L’égalité réelle grâce à des politiques publiques ambitieuses
Dans cette hypothèse optimiste, l’égalité entre les hommes et les femmes est enfin atteinte grâce à des politiques publiques volontaristes et des réformes structurelles profondes. L’État, en partenariat avec les entreprises, met en place des mesures fortes : congés parentaux équitables, transparence salariale, quotas de parité dans tous les secteurs, et soutien massif aux métiers traditionnellement féminins. Le travail domestique et parental est valorisé, et les femmes accèdent aux mêmes opportunités que les hommes dans tous les domaines professionnels. Ce scénario est celui d’une véritable révolution sociale, où la société dans son ensemble s’engage pour l’égalité.

Et après, quelles pistes concrètes pour un avenir plus égalitaire ?

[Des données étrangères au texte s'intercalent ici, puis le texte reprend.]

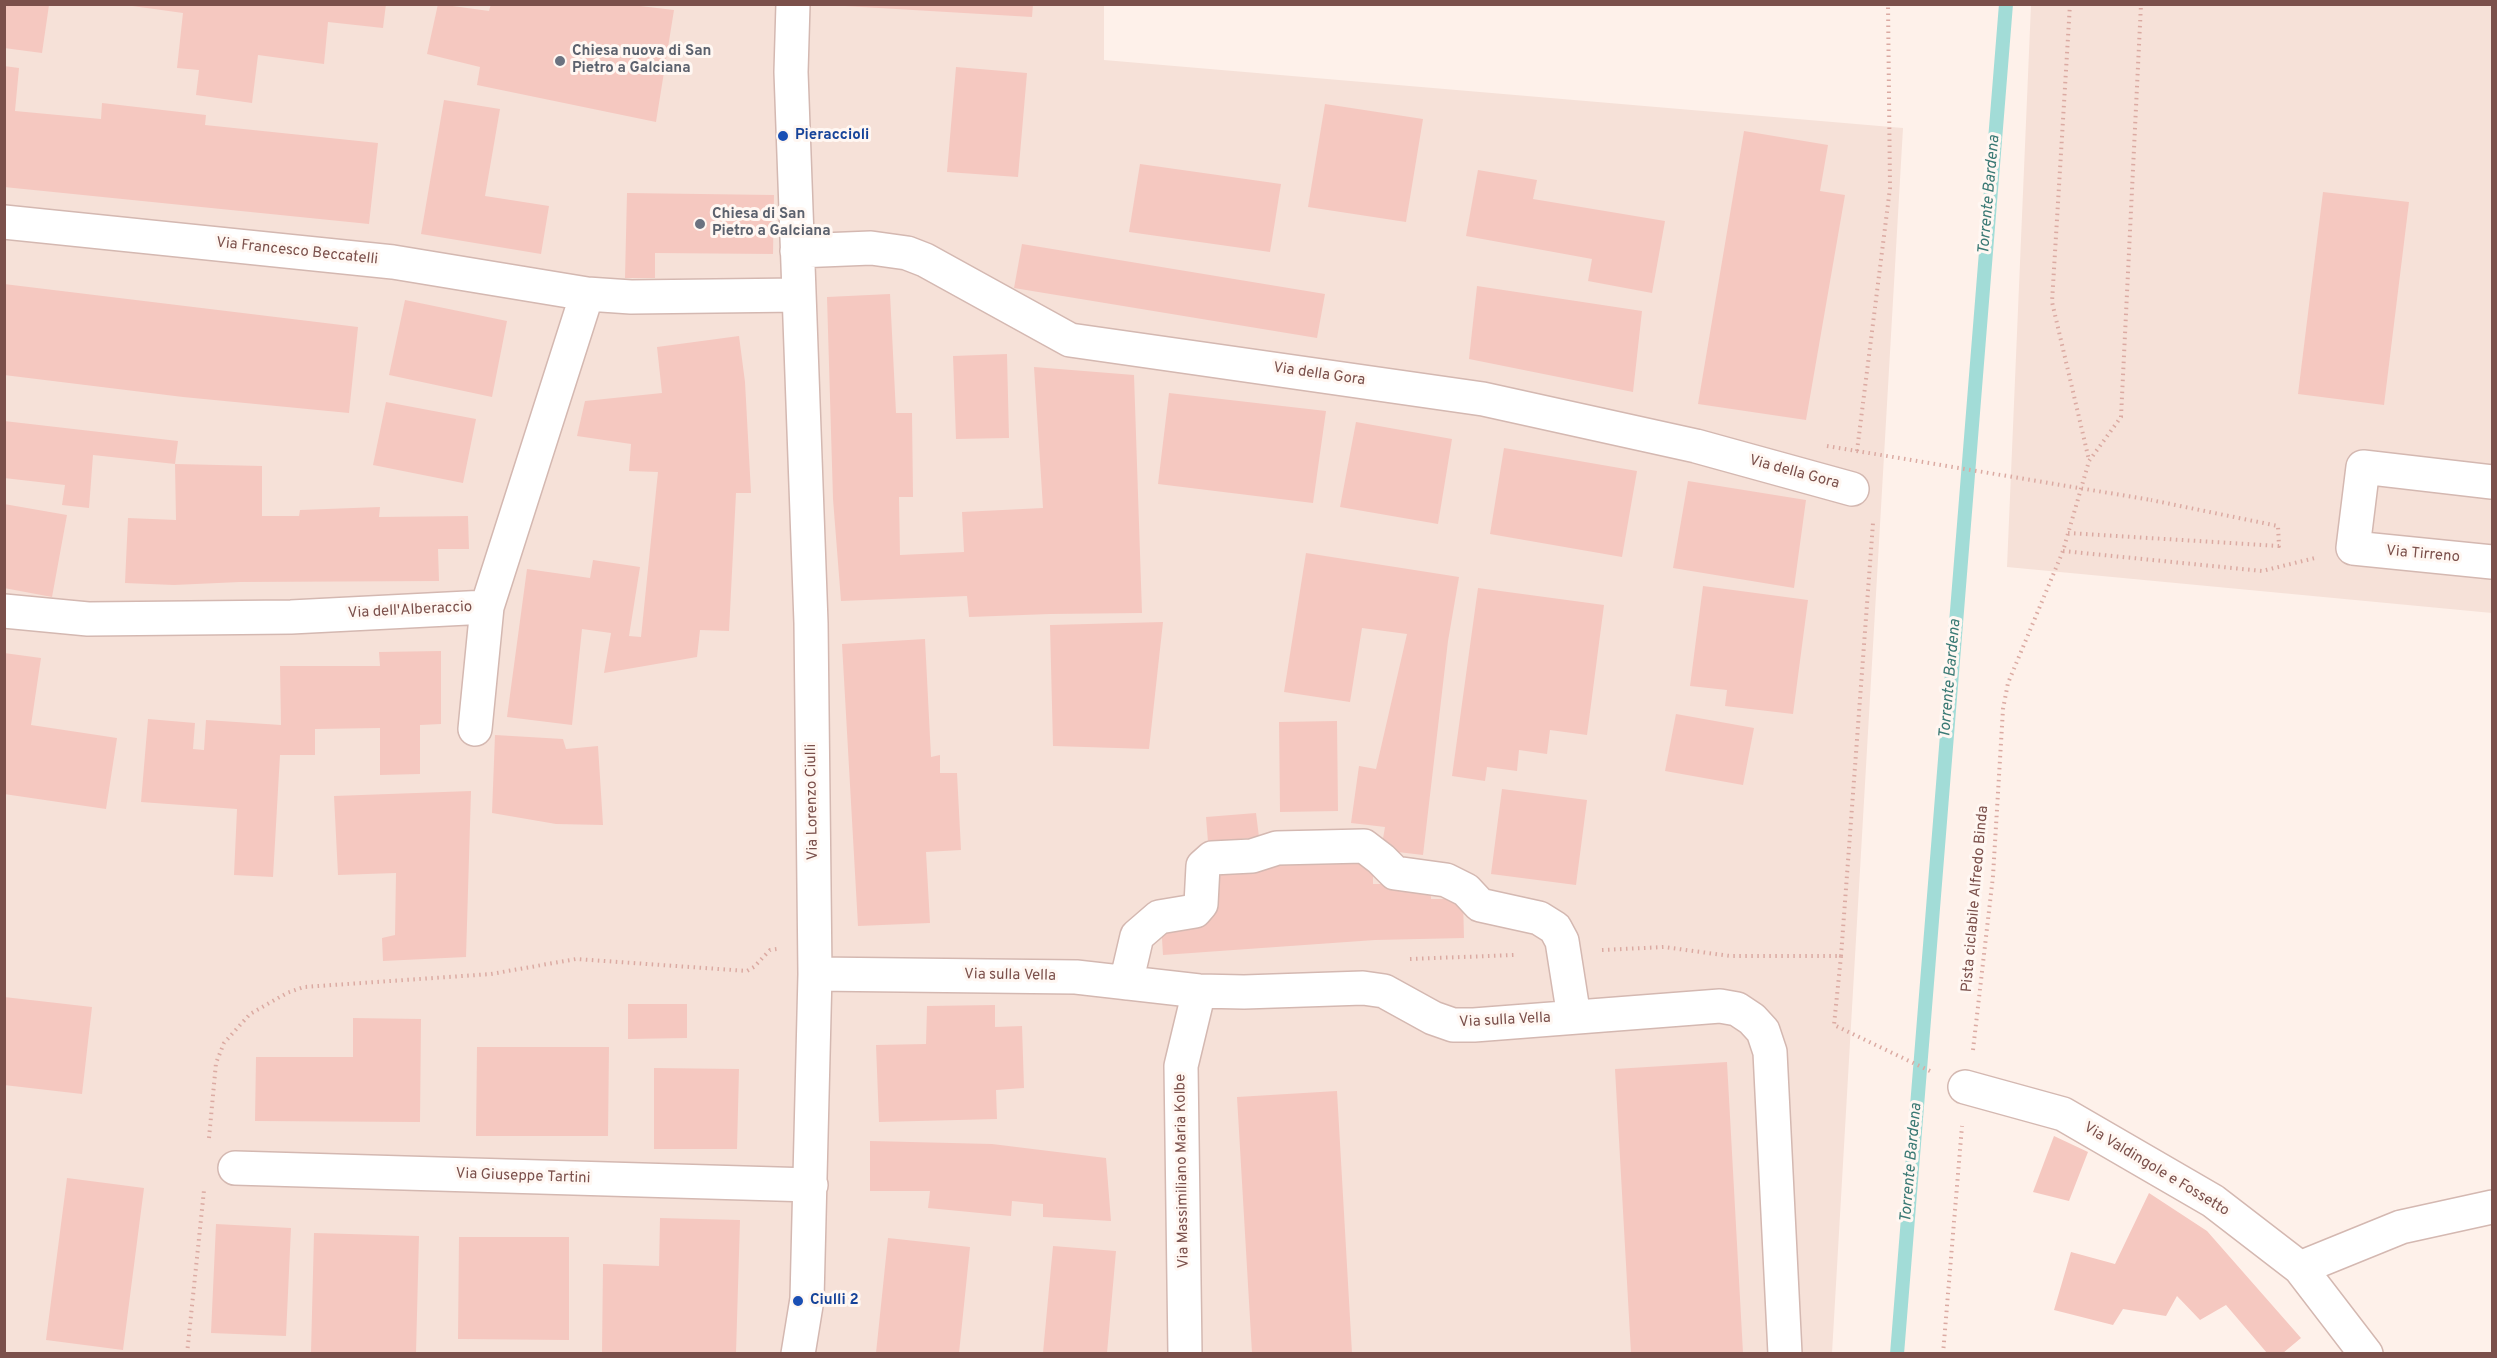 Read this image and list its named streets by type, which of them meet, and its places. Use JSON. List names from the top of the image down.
{
  "streets": {
    "street": [
      "Via Francesco Beccatelli",
      "Via della Gora",
      "Via Tirreno",
      "Via dell'Alberaccio",
      "Via Lorenzo Ciulli",
      "Via sulla Vella",
      "Via Valdingole e Fossetto",
      "Via Massimiliano Maria Kolbe",
      "Via Giuseppe Tartini"
    ],
    "path": ["Pista ciclabile Alfredo Binda"]
  },
  "crossings": [
    ["Via Francesco Beccatelli", "Via dell'Alberaccio"],
    ["Via Francesco Beccatelli", "Via Lorenzo Ciulli"],
    ["Via della Gora", "Via Lorenzo Ciulli"],
    ["Via Lorenzo Ciulli", "Via sulla Vella"],
    ["Via Lorenzo Ciulli", "Via Giuseppe Tartini"],
    ["Pista ciclabile Alfredo Binda", "Via Valdingole e Fossetto"],
    ["Via sulla Vella", "Via Massimiliano Maria Kolbe"]
  ],
  "water": ["Torrente Bardena"],
  "places": [
    "Chiesa nuova di San Pietro a Galciana",
    "Pieraccioli",
    "Chiesa di San Pietro a Galciana",
    "Ciulli 2"
  ]
} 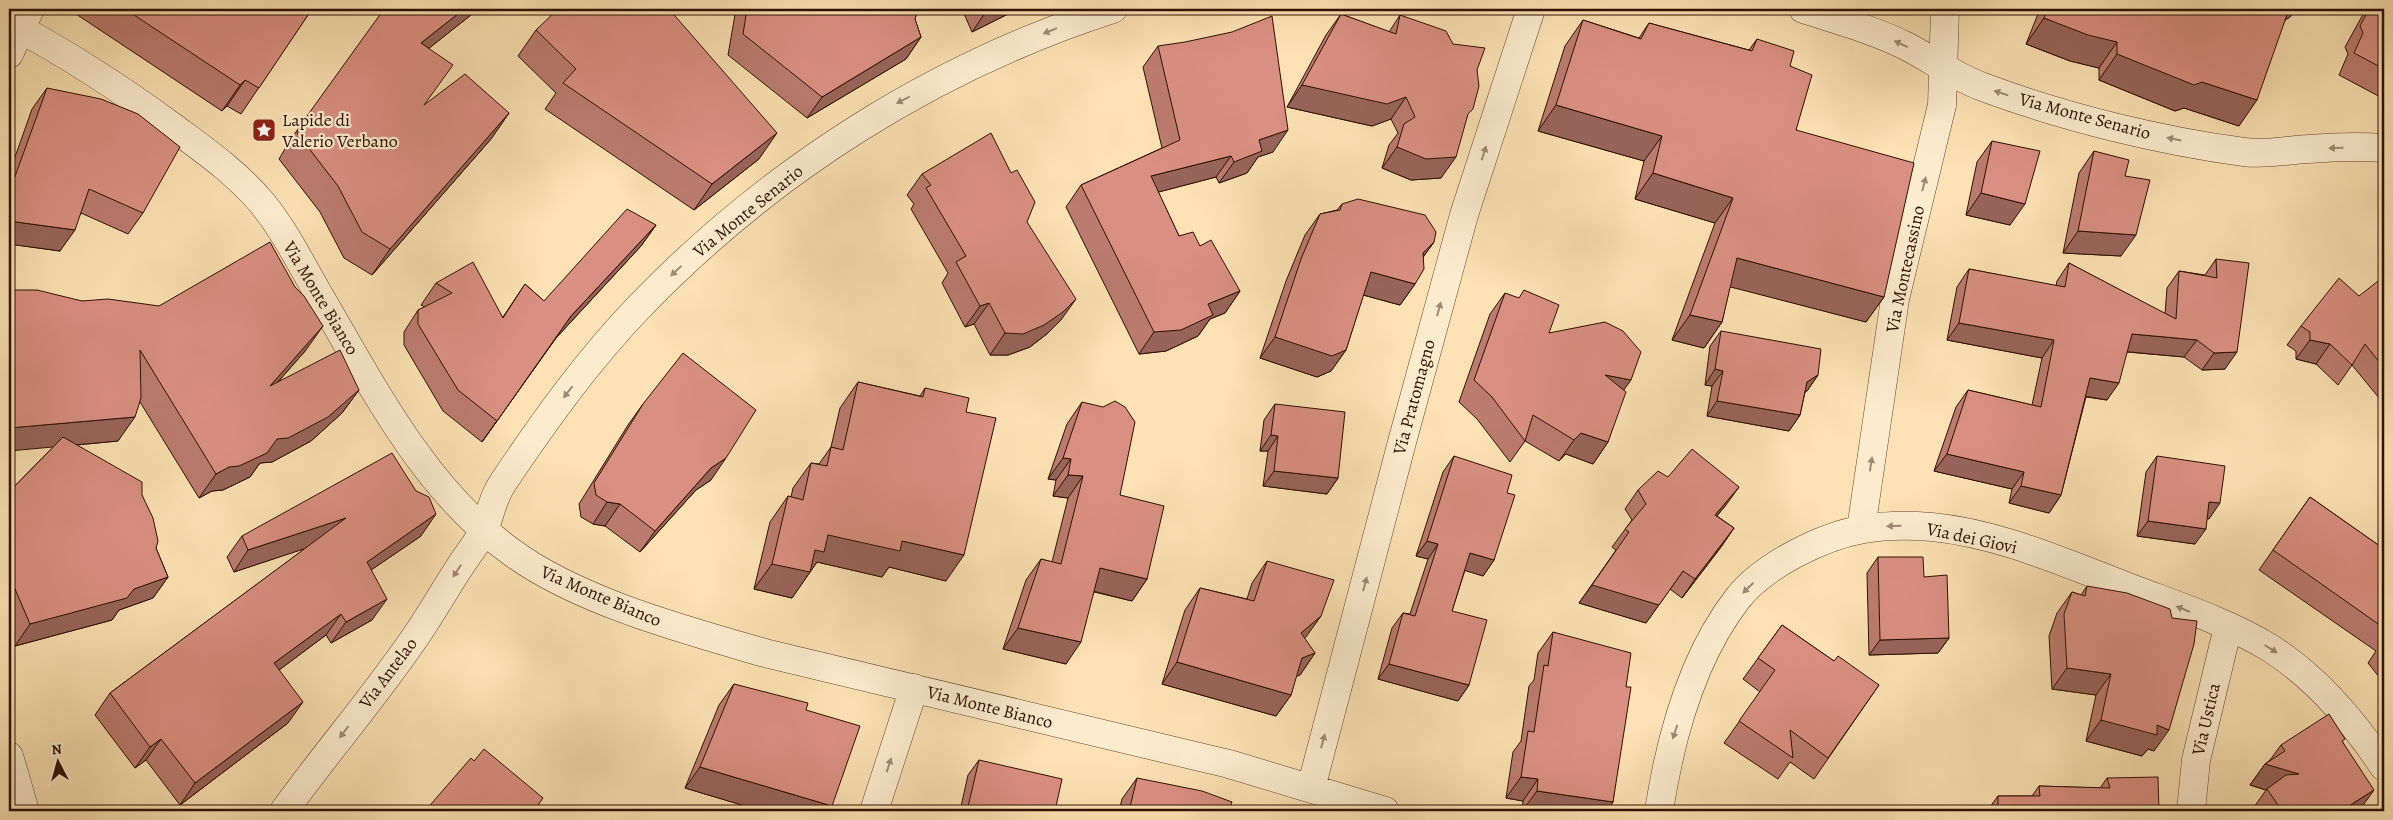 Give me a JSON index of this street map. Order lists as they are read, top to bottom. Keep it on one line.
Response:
{"streets":{"street":["Via Monte Senario","Via Montecassino","Via Monte Bianco","Via Pratomagno","Via dei Giovi","Via Antelao","Via Ustica"]},"crossings":[["Via Monte Senario","Via Montecassino"],["Via Monte Senario","Via Monte Bianco"],["Via Monte Senario","Via Antelao"],["Via Montecassino","Via dei Giovi"],["Via Monte Bianco","Via Pratomagno"],["Via Monte Bianco","Via Antelao"],["Via dei Giovi","Via Ustica"]],"one_way":["Via Monte Senario","Via Montecassino","Via Pratomagno","Via Antelao"],"places":{"place":["Lapide di Valerio Verbano"]},"north":"top"} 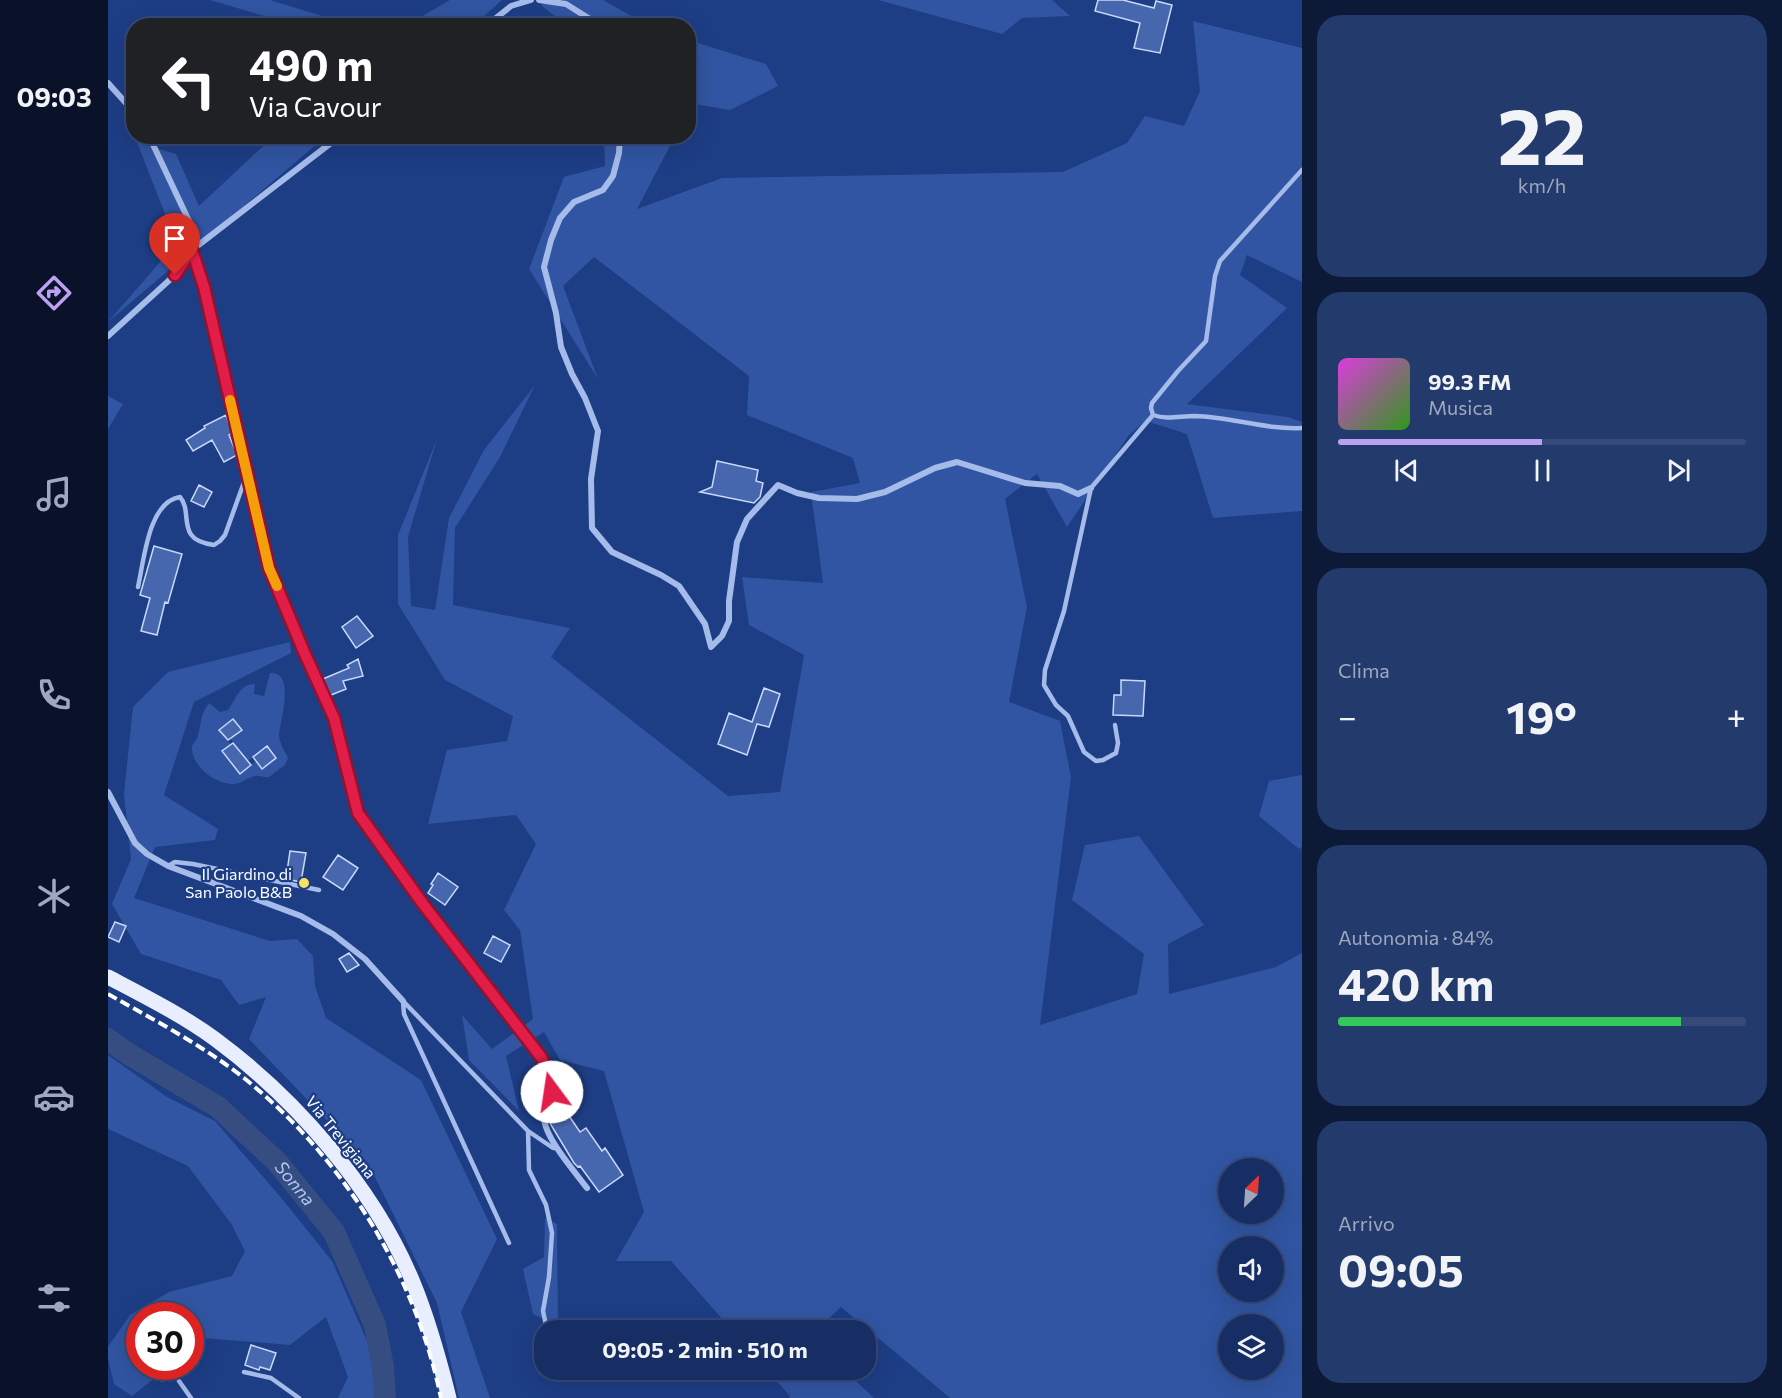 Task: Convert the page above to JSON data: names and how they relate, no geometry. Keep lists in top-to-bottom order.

Au-delà des diagnostics, « 2050, une France (du travail) toujours sexiste ? » propose des solutions concrètes pour réduire les inégalités de genre :
Repenser la parentalité facteur central des inégalités professionnelles. L’ouvrage propose l’égalisation des congés parentaux pour éviter que les femmes ne soient pénalisées dans leur progression de carrière. Des entreprises pionnières ont déjà mis en place des congés parentaux équivalents, mais ces initiatives restent rares et nécessitent un soutien plus large. 
Revaloriser les métiers féminisés : Le livre insiste sur la nécessité de revaloriser symboliquement et économiquement les métiers souvent occupés par des femmes, tels que les métiers du soin, afin de lutter contre la ségrégation professionnelle et les bas salaires dans ces secteurs.
Éducation et stéréotypes de genre : L’ouvrage recommande des actions dès l’éducation pour déconstruire les stéréotypes de genre, notamment à travers des programmes scolaires égalitaires et des formations pour les personnels éducatifs.​
Transparence salariale et égalité en entreprise : L’étude plaide pour des pratiques de transparence sur les salaires et la mise en place de quotas de parité dans les postes de direction. Ces initiatives peuvent accélérer l’évolution vers une égalité réelle au sein des entreprises.

(Un travail prospectif à l’initiative de KEDGE Business School
Cette étude, unique en son genre, est le fruit de mois de réflexion et de collaboration entre étudiants, chercheurs et prospectivistes sous l’égide de KEDGE Business School. En tant que référence académique et acteur engagé dans l’innovation pédagogique, l’école a souhaité apporter une contribution significative aux débats sur l’égalité de genre. Le cadre de réflexion, volontairement large, envisage plusieurs futurs possibles où les inégalités pourraient persister ou s’estomper, selon les choix sociétaux à venir.